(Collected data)
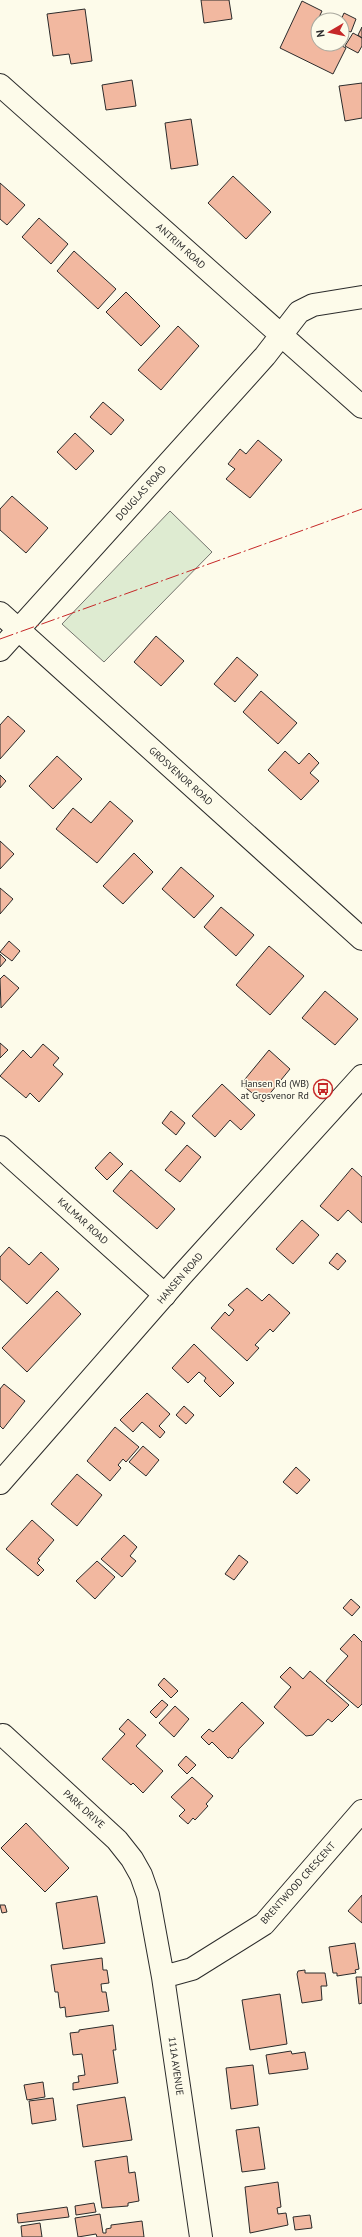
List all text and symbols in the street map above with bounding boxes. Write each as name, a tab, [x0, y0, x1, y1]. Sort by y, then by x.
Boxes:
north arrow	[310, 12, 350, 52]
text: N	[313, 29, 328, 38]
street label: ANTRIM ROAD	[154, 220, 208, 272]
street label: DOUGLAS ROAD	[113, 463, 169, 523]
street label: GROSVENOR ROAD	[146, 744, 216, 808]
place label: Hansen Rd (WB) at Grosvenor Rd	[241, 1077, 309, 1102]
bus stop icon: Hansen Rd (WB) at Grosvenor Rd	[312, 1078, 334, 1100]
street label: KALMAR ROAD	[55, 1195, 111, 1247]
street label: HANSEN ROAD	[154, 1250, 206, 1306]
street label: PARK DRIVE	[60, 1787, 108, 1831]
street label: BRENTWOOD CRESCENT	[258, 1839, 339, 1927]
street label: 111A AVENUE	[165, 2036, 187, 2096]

AIM OF THE TASK> All entries need repeating exactly, but without the pictures.

THE ANSWER>
List all text and symbols in the street map above with bounding boxes. Write each as name, a tab, [x0, y0, x1, y1]. Sort by y, then by x.
Boxes:
north arrow	[310, 12, 350, 52]
text: N	[313, 29, 328, 38]
street label: ANTRIM ROAD	[154, 220, 208, 272]
street label: DOUGLAS ROAD	[113, 463, 169, 523]
street label: GROSVENOR ROAD	[146, 744, 216, 808]
place label: Hansen Rd (WB) at Grosvenor Rd	[241, 1077, 309, 1102]
bus stop icon: Hansen Rd (WB) at Grosvenor Rd	[312, 1078, 334, 1100]
street label: KALMAR ROAD	[55, 1195, 111, 1247]
street label: HANSEN ROAD	[154, 1250, 206, 1306]
street label: PARK DRIVE	[60, 1787, 108, 1831]
street label: BRENTWOOD CRESCENT	[258, 1839, 339, 1927]
street label: 111A AVENUE	[165, 2036, 187, 2096]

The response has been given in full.